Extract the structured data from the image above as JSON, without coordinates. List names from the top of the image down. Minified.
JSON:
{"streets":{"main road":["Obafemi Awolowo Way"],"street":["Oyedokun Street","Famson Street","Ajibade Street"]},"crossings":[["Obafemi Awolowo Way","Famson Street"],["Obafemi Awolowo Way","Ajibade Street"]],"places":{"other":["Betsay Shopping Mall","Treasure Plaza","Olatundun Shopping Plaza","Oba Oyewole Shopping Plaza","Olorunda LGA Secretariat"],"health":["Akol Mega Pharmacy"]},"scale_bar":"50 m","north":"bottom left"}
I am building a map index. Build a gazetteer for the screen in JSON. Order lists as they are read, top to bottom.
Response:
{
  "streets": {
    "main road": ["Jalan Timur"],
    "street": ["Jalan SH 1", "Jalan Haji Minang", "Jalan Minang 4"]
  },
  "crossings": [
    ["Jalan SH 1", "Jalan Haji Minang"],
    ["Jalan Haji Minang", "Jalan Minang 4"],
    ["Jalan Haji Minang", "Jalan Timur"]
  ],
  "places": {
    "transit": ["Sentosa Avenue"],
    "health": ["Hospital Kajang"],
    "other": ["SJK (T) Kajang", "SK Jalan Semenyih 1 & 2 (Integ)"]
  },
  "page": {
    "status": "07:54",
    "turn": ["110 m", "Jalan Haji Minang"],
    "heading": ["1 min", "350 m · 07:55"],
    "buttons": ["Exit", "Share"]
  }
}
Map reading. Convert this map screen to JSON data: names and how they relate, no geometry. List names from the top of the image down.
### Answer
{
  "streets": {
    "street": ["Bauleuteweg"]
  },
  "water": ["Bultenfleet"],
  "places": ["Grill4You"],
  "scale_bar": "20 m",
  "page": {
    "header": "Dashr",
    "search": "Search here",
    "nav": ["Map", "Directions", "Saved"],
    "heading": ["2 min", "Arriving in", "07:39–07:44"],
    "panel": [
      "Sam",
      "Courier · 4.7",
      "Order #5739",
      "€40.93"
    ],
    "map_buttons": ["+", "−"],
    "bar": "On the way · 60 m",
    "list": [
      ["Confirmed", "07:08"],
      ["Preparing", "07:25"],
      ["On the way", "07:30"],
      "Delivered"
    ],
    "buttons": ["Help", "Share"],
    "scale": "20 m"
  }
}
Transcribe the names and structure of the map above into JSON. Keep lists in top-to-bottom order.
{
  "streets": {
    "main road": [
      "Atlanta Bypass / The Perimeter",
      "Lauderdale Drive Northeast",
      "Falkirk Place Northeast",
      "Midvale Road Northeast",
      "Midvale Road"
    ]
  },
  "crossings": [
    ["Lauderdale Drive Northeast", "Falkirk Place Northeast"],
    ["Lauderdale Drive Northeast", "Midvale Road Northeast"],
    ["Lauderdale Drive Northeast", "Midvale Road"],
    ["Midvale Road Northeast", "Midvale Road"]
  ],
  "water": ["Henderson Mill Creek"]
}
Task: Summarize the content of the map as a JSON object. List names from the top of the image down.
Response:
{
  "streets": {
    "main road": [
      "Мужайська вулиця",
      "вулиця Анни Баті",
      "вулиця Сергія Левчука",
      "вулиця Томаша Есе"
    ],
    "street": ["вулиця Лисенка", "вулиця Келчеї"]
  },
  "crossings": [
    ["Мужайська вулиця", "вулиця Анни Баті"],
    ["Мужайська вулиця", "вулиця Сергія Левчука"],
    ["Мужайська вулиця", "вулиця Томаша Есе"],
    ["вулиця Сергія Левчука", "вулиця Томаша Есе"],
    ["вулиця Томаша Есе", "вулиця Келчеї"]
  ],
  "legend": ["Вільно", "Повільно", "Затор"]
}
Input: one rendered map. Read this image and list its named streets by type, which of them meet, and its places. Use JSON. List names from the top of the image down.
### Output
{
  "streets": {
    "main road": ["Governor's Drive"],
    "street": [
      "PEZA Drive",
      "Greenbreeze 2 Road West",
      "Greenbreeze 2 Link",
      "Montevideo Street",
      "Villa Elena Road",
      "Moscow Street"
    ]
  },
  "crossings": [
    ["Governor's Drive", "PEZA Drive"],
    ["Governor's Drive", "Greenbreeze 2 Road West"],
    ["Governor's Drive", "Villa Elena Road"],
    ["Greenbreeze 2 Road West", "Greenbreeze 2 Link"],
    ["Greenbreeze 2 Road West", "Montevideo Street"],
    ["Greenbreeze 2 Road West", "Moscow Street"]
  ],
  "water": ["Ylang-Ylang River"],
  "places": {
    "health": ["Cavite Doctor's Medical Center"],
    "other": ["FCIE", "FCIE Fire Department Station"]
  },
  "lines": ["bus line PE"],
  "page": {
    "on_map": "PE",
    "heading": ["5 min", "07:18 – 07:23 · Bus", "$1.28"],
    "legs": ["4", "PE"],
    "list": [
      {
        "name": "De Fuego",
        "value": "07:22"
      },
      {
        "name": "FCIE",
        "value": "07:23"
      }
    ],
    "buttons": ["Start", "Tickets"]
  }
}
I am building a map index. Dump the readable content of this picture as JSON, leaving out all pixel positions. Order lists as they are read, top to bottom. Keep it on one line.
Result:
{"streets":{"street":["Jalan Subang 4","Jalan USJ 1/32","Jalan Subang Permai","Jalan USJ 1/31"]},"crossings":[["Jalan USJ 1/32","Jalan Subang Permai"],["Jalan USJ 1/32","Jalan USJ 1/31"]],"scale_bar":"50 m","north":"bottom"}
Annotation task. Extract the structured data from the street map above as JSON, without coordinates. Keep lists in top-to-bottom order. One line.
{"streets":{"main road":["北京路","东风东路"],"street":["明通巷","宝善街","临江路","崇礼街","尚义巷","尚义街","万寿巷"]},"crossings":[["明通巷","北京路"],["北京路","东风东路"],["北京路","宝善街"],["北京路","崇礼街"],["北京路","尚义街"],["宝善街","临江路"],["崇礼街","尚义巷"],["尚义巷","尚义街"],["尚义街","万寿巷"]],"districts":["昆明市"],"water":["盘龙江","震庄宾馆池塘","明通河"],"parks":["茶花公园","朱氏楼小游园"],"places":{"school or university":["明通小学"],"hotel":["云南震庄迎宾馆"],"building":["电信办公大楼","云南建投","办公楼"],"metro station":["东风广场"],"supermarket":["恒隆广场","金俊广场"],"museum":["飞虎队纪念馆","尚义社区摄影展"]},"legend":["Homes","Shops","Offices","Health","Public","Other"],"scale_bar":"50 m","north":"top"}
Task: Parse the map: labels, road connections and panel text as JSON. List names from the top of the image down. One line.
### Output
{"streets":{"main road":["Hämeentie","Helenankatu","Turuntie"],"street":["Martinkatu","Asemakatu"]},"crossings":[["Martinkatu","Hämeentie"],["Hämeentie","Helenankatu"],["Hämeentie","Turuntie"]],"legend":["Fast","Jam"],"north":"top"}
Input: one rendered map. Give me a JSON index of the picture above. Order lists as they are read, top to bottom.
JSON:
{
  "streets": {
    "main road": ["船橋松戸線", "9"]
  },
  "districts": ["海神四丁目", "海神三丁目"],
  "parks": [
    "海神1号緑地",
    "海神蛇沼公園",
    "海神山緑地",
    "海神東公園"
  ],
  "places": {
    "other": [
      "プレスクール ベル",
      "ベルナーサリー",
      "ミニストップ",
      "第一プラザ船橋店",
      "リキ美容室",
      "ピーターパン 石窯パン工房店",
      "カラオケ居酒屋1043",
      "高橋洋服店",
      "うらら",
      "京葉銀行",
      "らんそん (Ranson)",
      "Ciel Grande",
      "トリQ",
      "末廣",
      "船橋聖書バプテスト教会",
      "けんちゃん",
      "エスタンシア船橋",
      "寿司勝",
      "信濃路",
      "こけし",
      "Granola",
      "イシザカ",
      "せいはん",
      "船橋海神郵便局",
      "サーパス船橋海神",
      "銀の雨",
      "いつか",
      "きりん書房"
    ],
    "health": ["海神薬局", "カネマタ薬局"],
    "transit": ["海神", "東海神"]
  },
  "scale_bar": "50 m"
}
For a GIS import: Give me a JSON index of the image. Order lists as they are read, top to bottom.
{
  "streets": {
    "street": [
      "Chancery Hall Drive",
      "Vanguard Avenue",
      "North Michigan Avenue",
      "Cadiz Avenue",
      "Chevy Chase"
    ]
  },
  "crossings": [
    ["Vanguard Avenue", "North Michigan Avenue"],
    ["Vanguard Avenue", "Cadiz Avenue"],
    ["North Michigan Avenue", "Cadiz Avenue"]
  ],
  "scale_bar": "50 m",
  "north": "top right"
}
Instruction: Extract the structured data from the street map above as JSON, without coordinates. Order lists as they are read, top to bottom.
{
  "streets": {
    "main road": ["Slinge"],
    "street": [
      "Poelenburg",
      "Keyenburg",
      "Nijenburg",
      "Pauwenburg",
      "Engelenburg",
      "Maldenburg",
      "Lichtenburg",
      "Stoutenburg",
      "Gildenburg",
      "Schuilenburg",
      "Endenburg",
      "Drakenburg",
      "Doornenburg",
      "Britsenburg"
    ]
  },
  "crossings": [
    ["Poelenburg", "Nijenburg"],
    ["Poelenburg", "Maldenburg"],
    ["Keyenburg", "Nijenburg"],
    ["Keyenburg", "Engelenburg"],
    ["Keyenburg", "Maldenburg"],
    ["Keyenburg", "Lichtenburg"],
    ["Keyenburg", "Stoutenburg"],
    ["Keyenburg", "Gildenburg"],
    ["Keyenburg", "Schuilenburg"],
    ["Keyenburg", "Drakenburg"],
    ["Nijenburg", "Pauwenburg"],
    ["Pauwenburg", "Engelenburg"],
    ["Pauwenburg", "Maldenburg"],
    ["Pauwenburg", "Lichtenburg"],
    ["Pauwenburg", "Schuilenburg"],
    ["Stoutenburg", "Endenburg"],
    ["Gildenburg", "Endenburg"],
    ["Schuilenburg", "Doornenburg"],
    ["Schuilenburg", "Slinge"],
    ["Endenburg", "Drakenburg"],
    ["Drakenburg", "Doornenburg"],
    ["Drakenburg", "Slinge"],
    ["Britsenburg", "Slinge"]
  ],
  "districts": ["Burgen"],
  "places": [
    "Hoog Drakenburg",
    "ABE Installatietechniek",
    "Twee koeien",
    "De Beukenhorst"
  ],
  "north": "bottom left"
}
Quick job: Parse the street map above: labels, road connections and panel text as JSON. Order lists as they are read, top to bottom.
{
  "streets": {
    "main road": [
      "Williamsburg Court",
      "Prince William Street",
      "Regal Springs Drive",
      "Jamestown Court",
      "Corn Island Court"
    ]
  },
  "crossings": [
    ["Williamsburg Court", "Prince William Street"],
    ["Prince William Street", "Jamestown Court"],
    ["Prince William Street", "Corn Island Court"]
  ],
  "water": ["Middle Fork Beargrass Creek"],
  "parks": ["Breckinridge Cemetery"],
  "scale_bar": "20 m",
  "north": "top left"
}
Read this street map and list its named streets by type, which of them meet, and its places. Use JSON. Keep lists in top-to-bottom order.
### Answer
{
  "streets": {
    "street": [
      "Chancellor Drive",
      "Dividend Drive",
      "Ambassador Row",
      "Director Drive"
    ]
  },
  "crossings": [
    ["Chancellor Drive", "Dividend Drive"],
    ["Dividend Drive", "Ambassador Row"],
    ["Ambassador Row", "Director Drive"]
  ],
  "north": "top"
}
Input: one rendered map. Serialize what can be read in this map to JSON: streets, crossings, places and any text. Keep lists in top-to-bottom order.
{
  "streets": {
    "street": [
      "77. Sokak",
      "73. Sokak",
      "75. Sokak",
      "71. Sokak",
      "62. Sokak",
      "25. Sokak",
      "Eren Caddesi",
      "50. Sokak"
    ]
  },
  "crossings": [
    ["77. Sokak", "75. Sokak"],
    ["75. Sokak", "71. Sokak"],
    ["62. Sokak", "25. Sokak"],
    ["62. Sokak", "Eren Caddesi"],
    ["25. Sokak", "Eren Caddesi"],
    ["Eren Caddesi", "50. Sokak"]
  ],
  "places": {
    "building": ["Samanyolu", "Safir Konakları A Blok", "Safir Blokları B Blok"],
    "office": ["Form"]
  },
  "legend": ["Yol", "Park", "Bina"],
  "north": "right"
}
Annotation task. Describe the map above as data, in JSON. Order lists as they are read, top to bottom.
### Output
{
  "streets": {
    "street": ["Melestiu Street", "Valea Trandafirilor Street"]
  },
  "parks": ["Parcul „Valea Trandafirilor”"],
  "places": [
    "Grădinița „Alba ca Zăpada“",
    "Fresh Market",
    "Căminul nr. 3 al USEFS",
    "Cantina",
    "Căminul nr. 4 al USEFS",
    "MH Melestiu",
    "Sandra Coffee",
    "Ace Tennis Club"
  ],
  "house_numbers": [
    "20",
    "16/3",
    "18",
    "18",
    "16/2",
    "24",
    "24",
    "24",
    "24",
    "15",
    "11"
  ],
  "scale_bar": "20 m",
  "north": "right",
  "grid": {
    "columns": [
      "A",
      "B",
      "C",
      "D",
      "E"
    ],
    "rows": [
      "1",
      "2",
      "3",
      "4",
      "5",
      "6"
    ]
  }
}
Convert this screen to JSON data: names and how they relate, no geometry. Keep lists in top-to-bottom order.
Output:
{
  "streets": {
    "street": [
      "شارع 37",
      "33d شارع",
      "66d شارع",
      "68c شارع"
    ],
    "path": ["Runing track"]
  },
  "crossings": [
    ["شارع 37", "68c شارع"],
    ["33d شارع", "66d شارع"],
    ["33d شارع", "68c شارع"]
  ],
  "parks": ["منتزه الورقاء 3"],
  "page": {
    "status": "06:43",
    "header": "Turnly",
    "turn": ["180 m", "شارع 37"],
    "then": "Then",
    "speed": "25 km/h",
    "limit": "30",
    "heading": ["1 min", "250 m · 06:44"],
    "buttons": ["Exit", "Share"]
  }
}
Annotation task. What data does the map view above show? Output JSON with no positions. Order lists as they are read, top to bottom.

-*-

-- WHAT YOU SHOULD DO --
Out of the listing above, reproduce exactly the lines from the one with "Read this street" up to and including the one with "Convert this screen".

-- TASK ANSWER --
Read this street map and list its named streets by type, which of them meet, and its places. Use JSON. Keep lists in top-to-bottom order.
### Answer
{
  "streets": {
    "street": [
      "Chancellor Drive",
      "Dividend Drive",
      "Ambassador Row",
      "Director Drive"
    ]
  },
  "crossings": [
    ["Chancellor Drive", "Dividend Drive"],
    ["Dividend Drive", "Ambassador Row"],
    ["Ambassador Row", "Director Drive"]
  ],
  "north": "top"
}
Input: one rendered map. Serialize what can be read in this map to JSON: streets, crossings, places and any text. Keep lists in top-to-bottom order.
{
  "streets": {
    "street": [
      "77. Sokak",
      "73. Sokak",
      "75. Sokak",
      "71. Sokak",
      "62. Sokak",
      "25. Sokak",
      "Eren Caddesi",
      "50. Sokak"
    ]
  },
  "crossings": [
    ["77. Sokak", "75. Sokak"],
    ["75. Sokak", "71. Sokak"],
    ["62. Sokak", "25. Sokak"],
    ["62. Sokak", "Eren Caddesi"],
    ["25. Sokak", "Eren Caddesi"],
    ["Eren Caddesi", "50. Sokak"]
  ],
  "places": {
    "building": ["Samanyolu", "Safir Konakları A Blok", "Safir Blokları B Blok"],
    "office": ["Form"]
  },
  "legend": ["Yol", "Park", "Bina"],
  "north": "right"
}
Annotation task. Describe the map above as data, in JSON. Order lists as they are read, top to bottom.
### Output
{
  "streets": {
    "street": ["Melestiu Street", "Valea Trandafirilor Street"]
  },
  "parks": ["Parcul „Valea Trandafirilor”"],
  "places": [
    "Grădinița „Alba ca Zăpada“",
    "Fresh Market",
    "Căminul nr. 3 al USEFS",
    "Cantina",
    "Căminul nr. 4 al USEFS",
    "MH Melestiu",
    "Sandra Coffee",
    "Ace Tennis Club"
  ],
  "house_numbers": [
    "20",
    "16/3",
    "18",
    "18",
    "16/2",
    "24",
    "24",
    "24",
    "24",
    "15",
    "11"
  ],
  "scale_bar": "20 m",
  "north": "right",
  "grid": {
    "columns": [
      "A",
      "B",
      "C",
      "D",
      "E"
    ],
    "rows": [
      "1",
      "2",
      "3",
      "4",
      "5",
      "6"
    ]
  }
}
Convert this screen to JSON data: names and how they relate, no geometry. Keep lists in top-to-bottom order.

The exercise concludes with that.